VERS. 2. O canto sagrado: sua ligação com a alegria santa.

VERS. 4.
1. Os direitos dos justos por certo serão atacados.
2. Mas é igualmente certo que serão defendidos.

VERS. 6.
1. O grande inimigo.
2. A destruição que ele já causou.
3. Os meios de sua derrota.
4. O resto que se seguirá.

VERS. 7 (primeira cláusula). A eternidade de Deus - o consolo dos santos, o terror dos pecadores.

VERS. 8. A justiça do governo moral de Deus, especialmente em relação ao grande dia final.

VERS. 9. Pessoas necessitadas, tempos necessitados, provisões oni-suficientes.

VERS. 10.
1. Conhecimento imprescindível - "conhecer o teu nome".
2. Resultado bendito - "confiarão em ti".
3. Suficiente razão - "pois tu, Senhor, jamais abandonas os que te buscam" (T.W. Medhurst).
Conhecimento, fé, experiência, os três ligados entre si.
VERS. 10. Os nomes de Deus inspiram confiança. JEOVÁ Jireh, Tsidekenu, Rophi, Shammah, Nissi, ELOHIM, SHADDAI, ADONAI.

VERS. 11.
1. Sião, o que é?
2. Seu glorioso habitante, o que faz?
3. A ocupação dupla de seus filhos - "cantar louvores", "proclamar entre as nações seus feitos".
4. Argumentos da primeira parte do assunto para nos encorajar no dever duplo.

VERS. 12.
1. Deus numa situação terrível.
2. Lembra-se de seu povo; para poupar, honrar, abençoar e vingá-lo.
3. Atende ao seu clamor, na sua própria salvação e na derrota de seus inimigos. Um sermão consolador para tempos de guerra ou de peste.

VERS. 13. "Misericórdia, Senhor". A oração do publicano explicada, recomendada, apresentada e cumprida.
VERS. 13. "Salva-me das portas da morte." Aflições profundas. Grandes livramentos. Gloriosas exaltações.

VERS. 14. "Eu exultarei em tua salvação". Especialmente porque é tua, ó Deus, e, portanto, honra a ti. Na tua liberalidade, plenitude, adequação, certeza, eternidade. Quem pode se alegrar nisso? Motivos porque devem sempre fazer isso.
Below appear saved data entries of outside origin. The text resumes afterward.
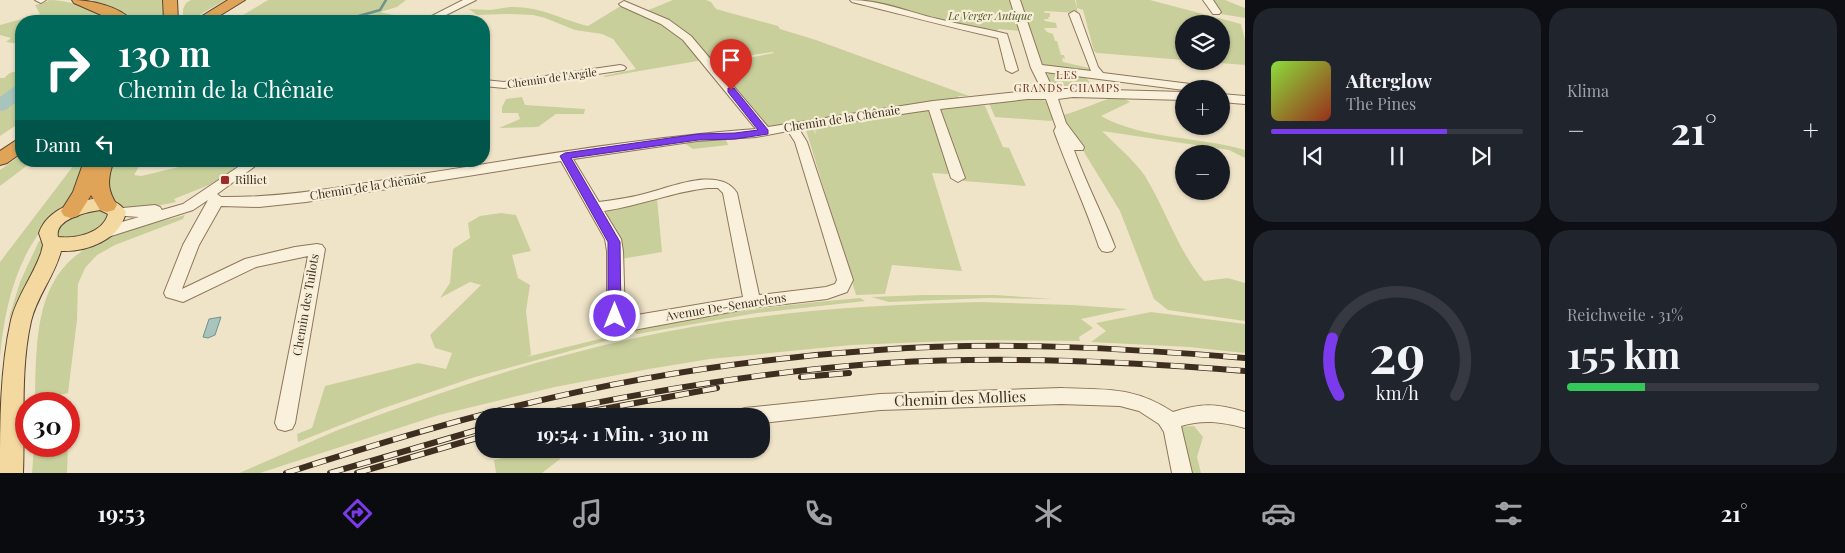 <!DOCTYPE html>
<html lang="de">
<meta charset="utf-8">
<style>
:root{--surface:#171b24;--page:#20242c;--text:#f1f3f6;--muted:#9ea1a6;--line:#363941;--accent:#7c3aed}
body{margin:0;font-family:"Playfair Display",serif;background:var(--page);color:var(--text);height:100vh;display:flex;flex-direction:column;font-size:19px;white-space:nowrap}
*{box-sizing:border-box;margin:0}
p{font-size:16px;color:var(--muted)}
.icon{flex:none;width:28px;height:28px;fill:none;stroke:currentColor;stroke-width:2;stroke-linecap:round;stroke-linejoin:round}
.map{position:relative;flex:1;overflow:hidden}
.drawer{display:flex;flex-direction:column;gap:8px;padding:8px;background:#0d0f14;width:600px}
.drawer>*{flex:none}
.hud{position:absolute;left:15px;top:15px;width:475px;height:152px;border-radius:20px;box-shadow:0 1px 4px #0004;background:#00695c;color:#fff;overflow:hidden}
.buttons{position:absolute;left:1175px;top:15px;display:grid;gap:10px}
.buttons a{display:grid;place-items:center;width:55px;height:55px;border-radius:50%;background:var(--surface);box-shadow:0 1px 4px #0004;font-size:25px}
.speed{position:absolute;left:15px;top:392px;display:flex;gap:10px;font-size:25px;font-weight:700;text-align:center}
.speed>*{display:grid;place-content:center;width:65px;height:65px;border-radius:50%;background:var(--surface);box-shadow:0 1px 4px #0004;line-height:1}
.speed .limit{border:8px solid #d22;background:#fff;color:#111}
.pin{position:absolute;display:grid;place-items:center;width:42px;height:42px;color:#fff;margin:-51px -21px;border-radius:50% 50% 50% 0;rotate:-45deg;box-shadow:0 0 5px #0007}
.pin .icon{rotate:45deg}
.me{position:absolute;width:55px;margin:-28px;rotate:0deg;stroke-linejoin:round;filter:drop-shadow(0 0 4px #0008)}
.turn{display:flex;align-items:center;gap:18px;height:105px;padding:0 20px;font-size:22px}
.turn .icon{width:65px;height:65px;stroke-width:2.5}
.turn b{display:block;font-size:35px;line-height:42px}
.then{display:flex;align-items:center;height:48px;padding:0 20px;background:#0003;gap:10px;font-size:19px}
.big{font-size:38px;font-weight:700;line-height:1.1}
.drawer .tile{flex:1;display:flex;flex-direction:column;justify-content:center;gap:8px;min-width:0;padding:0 18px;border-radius:20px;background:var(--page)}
.drawer .dial{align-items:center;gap:0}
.dial svg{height:130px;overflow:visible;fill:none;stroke:var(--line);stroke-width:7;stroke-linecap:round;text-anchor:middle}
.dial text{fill:var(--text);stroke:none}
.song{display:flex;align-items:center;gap:15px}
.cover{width:60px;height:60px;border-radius:8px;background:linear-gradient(135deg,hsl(90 70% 55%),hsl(10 70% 35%))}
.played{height:5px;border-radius:2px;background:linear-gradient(90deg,var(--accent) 70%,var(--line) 70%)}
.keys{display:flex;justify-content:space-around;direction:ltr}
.heat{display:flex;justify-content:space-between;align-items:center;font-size:28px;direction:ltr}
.charge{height:8px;border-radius:4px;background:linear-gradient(90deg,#34c759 31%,var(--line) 0)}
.drawer .tiles{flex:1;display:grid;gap:8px;grid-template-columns:repeat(2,1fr)}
.trip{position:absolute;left:475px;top:408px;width:295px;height:50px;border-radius:20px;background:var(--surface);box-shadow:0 1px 4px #0004;font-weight:700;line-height:50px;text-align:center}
.tabs{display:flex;height:80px;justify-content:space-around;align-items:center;background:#090b0e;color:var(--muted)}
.tabs .icon{width:35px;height:35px}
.tabs .current{color:var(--accent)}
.tabs b{font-size:22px;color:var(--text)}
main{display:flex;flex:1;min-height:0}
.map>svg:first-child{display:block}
.green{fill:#c9cf9b}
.water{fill:#a9c4bc;stroke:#6f938a}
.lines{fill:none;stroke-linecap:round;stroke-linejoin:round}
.stream{stroke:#6f938a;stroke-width:2.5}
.river{fill:#a9c4bc;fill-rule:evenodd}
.minor-casing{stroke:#8d765c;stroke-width:2}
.major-casing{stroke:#5b4430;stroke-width:2}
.highway-casing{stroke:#5b4430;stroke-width:2}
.minor{fill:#faf1dc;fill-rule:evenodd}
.major{fill:#f3d9a0;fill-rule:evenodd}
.highway{fill:#e0a458;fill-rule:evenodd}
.rail-casing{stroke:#3d2e20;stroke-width:6}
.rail{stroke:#f7eed8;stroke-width:4.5;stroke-dasharray:14;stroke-linecap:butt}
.route{fill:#7c3aed;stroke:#51269a}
.poi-dot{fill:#9e2a2b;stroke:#f7eed8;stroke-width:2}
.labels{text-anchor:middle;stroke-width:4.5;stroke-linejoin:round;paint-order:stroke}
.far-park-label{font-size:11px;font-style:italic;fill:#4d5a26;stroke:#f7eed8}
.far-neighbourhood-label{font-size:11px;letter-spacing:1px;fill:#6b2e1e;stroke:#f7eed8}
.far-street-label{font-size:11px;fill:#3d2e20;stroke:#f7eed8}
.street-label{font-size:12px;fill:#3d2e20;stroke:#f7eed8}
.poi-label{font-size:12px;fill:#3d2e20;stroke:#f7eed8;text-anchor:start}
.near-street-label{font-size:15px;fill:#3d2e20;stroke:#f7eed8}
</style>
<main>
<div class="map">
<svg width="1245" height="473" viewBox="0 0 1245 473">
<rect width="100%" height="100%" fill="#f0e4c8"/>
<g class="green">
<path d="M47,0c23,0 47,8 66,21h-92v23l-15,-2 5,-4 -11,-3v-10l40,-11 -5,-9 14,-4z"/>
<polygon points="92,0 162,0 165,21 134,21 118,11"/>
<polygon points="191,0 225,0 189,21 183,21 183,9 186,3"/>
<polygon points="268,0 406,0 397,7 380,12 419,21 233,21"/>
<polygon points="673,0 706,0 711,2 716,9 778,26 780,29 816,40 969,96 958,96 960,100 768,127 763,124 716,66 721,63 774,53 772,52 717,60 709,58 698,44 646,11"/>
<polygon points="861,0 1011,0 1020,31 998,29 997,32 929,18 906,10"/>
<polygon points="1019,0 1075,0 1078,13 1044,11 1045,13 1050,13 1050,17 1048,17 1049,19 1044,19 1045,21 1056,23 1057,28 1044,28 1047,32 1053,34 1055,41 1057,41 1061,55 1064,55 1065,59 1062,58 1063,62 1089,68 1091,71 1043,67"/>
<polygon points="1076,0 1150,0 1241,24 1245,40 1245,65 1193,61 1221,61 1221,24 1184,24 1184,60 1097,53 1094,51 1083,10 1077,8"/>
<polygon points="1211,0 1225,0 1245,8 1245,18 1221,14"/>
<path d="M510,7c30,-1 50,12 78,19l31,-19 9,1 28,12 28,19 19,21 -98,17 -2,-1 33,-7 -23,-30 -11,-5 -27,-4 -30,-12 -12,-3 -26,-1 -30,1 -8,-6 21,1z"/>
<polygon points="21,70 21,122 0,136 0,78 4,78 10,73"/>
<polygon points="1047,71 1084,75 1094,88 1053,88 1051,87"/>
<path d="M1119,96l11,6 -29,14c43,24 97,20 144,34v8l-16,-8 -127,-19c14,14 32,29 43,45 21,34 33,75 59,105l24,-3 17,5v38l-77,-11 -14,-11 -34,-88 -55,-90 -2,-6c20,-5 37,-15 56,-19z"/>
<polygon points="522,97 525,105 585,109 584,114 556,114 538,127 499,128 520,119 518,113 502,113 502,107 506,99"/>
<polygon points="1036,98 1046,101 1054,119 1051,121 995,117 988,101"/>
<polygon points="973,103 985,106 1003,147 1009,148 1026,186 963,181 938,107"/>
<polygon points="923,109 932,113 952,172 947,174 932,173 962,271 892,265 885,294 856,295 806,130 812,127 816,135 814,126"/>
<polygon points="726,139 728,145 693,149 684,143 574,160 573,158 698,140"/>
<polygon points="21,155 21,161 33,161 0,186 0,170"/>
<path d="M77,161h12c-4,11 -7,27 -13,37 -8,11 -23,18 -32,29 -29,35 -40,85 -44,130v-95z"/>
<polygon points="113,161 142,161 134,175 141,176 183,166 187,161 242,162 234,166 237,169 209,185 174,199 176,202 148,208 127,209 111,200 106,172"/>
<polygon points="657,198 662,252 621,259 606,217 607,211"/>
<polygon points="101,209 110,214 108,223 79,239 57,237 56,227 68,216"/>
<polygon points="501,213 516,215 531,251 512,255 518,278 530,285 526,311 531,355 526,357 628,332 628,335 475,377 381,409 298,442 297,434 312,428 325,386 418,363 446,369 452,353 435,348 430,335 481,285 470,282 440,298 450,283 453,249 470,238 468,223 480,216"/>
<path d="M185,215l-2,4 -68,26 -18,10 -12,13 -7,16 -1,36 -9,73 -33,8c2,-62 -2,-129 63,-159 27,-13 58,-19 87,-27z"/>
<polygon points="39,241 42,241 46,247 8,321 20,282"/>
<polygon points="923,295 995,295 1053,299 989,298 889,302 871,297"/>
<path d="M860,298l5,3 -108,12 -120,21 -4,-3c75,-17 150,-26 227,-33z"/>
<path d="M981,302l91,3 56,4 -47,10 12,9 -14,9 1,4 -107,-1 -121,5 -142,14 -61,10 -94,18 -116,28 -179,58h-21c33,-14 66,-29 99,-43 23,-9 46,-17 69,-25 113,-41 231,-73 351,-88 74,-10 148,-13 223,-15z"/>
<polygon points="1151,312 1245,324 1245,353 1189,347 1091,342 1106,331 1096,323"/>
<polygon points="1194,426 1203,437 1197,457 1201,473 1188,473 1177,427"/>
<polygon points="34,446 68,446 67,473 32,473"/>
<polygon points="538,449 558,449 560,459 542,473 496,473 494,460"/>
</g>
<polygon class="water" points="221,317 215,335 208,338 203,337 209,319"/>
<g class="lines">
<polyline class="stream" points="341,21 380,10 386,0"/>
<polygon class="river" points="21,85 21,98 6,110 0,111 0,97 15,86"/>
<g class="minor-casing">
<g id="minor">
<polygon points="35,0 46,0 41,3"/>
<polygon points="463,0 476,0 434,21 422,21"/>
<path d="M850,0c31,0 58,12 88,19 23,6 46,9 69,15l11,36 -6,3 -6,-3 -8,-32c-49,-11 -97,-24 -146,-36z"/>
<path d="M1010,0h10l22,65 49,6 -22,-57 5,-3 5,3 19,53 5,6 103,13 6,3 -28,1 -139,-18 9,20 19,-3 111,3v8l-111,-3 -15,2 8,24 18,24 -1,3h-9c12,33 28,63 41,97l-3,4 -5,1 -5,-1 -3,-4c-13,-40 -31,-77 -45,-116l2,-4 -10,-28h-18l-88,10 25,69 -7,4 -7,-4 -22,-68 -130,19 8,13 46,138 -6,12 -20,7 -75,9 -124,23 -15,-4 -6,-11v-65l-2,-12 -44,-78 -255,41 -47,5 -38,-1 -22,39 -17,44 63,-30 50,-12 22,-3 5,1 3,4 -30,174 -3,6 -7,2 -7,-2 -3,-6 33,-167 -52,11 -73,35 -17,-5 -2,-4 19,-48 25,-45 -15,10 -85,27h-10l-2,-4 2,-4 41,-12 -27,-2 -2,-3 2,-3 43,-4 5,2 2,3 21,-6 64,-43h15l-45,33 4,3c72,1 142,-14 213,-25 107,-17 214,-35 322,-43l-73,-89 -22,-16 -40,-18 -2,-2 5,-3 45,19 22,16 77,91 165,-26 95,-10 15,1 -12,-24zM788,131l7,11 42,138 -2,4 -9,3 -67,8 -22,-102c-17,-28 -68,-5 -93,1 -15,4 -30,6 -45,8l-26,-43 124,-18 59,-4zM707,188h11l5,5 20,104 -118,20 -2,-66 -2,-12 -17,-28c35,-5 68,-19 103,-23z"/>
<polygon points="1203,0 1213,0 1221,12 1219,14 1213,14"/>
<polygon points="620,65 624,66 626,68 624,70 504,88 484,86 484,80 504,82"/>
<polygon points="1221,94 1245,96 1245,104 1221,102"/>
<path d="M1061,388c45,2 72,-2 112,24 28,-9 43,-9 72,0v16c-23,-6 -41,-9 -64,-2l11,47h-20l-8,-41 -5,-8 -20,-13 -19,-5 -59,-2 -181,6 -119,13v-7h-26l3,-6 7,-2 135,-14z"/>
</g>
</g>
<g class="major-casing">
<path id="major" d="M100,198c11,2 20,4 26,14 -6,28 -39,40 -65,39 -6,24 -24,45 -30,70 -11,49 -6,102 -8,152h-23c0,-50 0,-104 11,-153 6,-24 22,-44 30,-67l2,-8 -4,-12c9,-25 37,-32 61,-35zM100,210l8,4c-5,19 -32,25 -50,23 -4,-18 29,-25 42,-27z"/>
</g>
<g class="highway-casing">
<g id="highway">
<path d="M72,0c18,0 48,6 60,21h-17l-41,-18z"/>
<polygon points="163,0 177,0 178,21 164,21"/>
<polygon points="228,0 245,0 211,21 194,21"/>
<polygon points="21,140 21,153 7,163 0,165 0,151 15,141"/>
<path d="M84,161l26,1 2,4c-5,16 -4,25 5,39l-3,5 -7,2 -7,-2 -9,-15 -13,21 -7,2 -7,-2 -3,-5 12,-19z"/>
</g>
</g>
<use href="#minor" class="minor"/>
<use href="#major" class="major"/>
<use href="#highway" class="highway"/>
<g class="rail-casing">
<g id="rail">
<polyline points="801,377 849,373"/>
<path d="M531,416c117,-25 235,-45 355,-53 120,-7 239,-2 359,8"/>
<polyline points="565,416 717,388"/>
<path d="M286,473c78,-25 156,-49 235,-68 117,-29 238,-47 357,-55 124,-9 244,-2 367,8"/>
<polyline points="330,473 484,428"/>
<polyline points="357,473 484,436"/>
</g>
</g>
<use href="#rail" class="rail"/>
</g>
<polygon class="route" points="728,88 734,88 768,130 768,134 735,139 698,140 571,158 620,242 621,316 619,320 610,320 608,316 608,242 560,156 565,153 698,134 735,133 758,130 728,92"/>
<rect class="poi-dot" x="220" y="175" width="10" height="10" rx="2.5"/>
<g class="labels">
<g class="far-park-label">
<text x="990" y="20">Le Verger Antique</text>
</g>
<g class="far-neighbourhood-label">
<text x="1067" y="79">LES<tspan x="1067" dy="13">GRANDS-CHAMPS</tspan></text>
</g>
<g class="far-street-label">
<text transform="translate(552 78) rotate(-8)" y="4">Chemin de l'Argile</text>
</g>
<g class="street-label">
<text transform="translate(842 119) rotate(-9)" y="4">Chemin de la Chênaie</text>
<text transform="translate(368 187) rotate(-9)" y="4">Chemin de la Chênaie</text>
<text transform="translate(306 305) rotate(-80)" y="4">Chemin des Tuilots</text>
<text transform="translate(726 307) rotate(-9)" y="4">Avenue De-Senarclens</text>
</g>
<g class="poi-label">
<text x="235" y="184">Rilliet</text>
</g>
<g class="near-street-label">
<text transform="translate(960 399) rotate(-2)" y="5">Chemin des Mollies</text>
</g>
</g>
</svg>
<div class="buttons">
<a><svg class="icon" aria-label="layers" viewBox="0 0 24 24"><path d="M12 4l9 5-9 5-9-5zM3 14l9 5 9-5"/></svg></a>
<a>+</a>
<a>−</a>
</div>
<div class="speed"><div class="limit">30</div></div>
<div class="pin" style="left:731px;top:90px;background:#d93025"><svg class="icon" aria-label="arrive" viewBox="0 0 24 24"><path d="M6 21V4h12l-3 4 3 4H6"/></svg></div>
<svg class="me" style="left:615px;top:316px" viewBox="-20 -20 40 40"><circle r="17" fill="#7c3aed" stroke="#fff" stroke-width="3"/><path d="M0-11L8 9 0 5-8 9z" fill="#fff"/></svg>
<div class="trip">19:54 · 1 Min. · 310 m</div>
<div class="hud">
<div class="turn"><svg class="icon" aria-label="right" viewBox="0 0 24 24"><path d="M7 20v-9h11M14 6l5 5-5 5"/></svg><div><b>130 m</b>Chemin de la Chênaie</div></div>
<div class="then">Dann<svg class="icon" aria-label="left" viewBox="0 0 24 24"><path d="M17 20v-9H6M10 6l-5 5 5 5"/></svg></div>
</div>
</div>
<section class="drawer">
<div class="tiles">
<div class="tile">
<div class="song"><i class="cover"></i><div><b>Afterglow</b><p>The Pines</p></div></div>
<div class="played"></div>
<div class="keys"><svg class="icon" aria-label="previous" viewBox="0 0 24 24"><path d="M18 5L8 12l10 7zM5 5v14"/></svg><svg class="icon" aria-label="pause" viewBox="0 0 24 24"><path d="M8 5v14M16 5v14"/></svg><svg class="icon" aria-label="next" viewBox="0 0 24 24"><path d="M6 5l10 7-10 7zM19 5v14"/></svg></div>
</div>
<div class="tile"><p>Klima</p>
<div class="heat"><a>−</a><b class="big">21°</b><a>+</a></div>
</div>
<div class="tile dial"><svg viewBox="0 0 100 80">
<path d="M14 69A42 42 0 1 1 86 69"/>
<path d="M14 69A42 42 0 0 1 10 34" stroke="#7c3aed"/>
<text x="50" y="56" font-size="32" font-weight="700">29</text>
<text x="50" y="72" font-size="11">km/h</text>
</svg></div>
<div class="tile"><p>Reichweite · 31%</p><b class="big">155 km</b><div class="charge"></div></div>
</div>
</section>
</main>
<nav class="tabs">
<b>19:53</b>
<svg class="icon current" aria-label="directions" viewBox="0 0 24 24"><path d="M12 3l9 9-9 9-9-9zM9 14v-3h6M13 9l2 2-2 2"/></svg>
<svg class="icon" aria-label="music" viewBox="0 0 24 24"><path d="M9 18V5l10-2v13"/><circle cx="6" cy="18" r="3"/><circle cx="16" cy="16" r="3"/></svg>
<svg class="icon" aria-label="phone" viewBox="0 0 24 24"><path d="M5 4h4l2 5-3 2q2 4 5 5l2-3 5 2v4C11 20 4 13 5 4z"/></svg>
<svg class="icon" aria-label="climate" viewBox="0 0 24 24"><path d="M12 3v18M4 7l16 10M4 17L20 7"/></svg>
<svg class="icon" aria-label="car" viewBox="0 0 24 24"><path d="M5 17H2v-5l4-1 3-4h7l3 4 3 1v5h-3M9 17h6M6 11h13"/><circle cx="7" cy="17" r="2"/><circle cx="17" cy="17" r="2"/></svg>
<svg class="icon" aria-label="filters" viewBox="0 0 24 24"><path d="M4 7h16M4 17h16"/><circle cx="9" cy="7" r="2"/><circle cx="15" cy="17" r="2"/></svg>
<b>21°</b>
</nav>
VERS. 15. Lex talionis. (Lei de Talião) ["retaliação" quando se comenta "bem-feito!"]). Exemplos memoráveis.

VERS. 16. Conhecimento terrível; uma alternativa tremenda quando comparada ao versículo 10.

VERS. 17. Um aviso para os que se esquecem de Deus.

VERS. 18. Demoras no livramento.
1. A estimativa da descrença - "esquecidos", "perecer".
2. A promessa de Deus - "nem sempre".
3. A obrigação da fé - esperar.

VERS. 19. "Não permitas que o mortal triunfe!" Uma petição poderosa. Casos onde foi usado na Bíblia. O motivo de seu poder. Horas para seu uso.

VERS. 20. Uma lição necessária, e como é ensinada.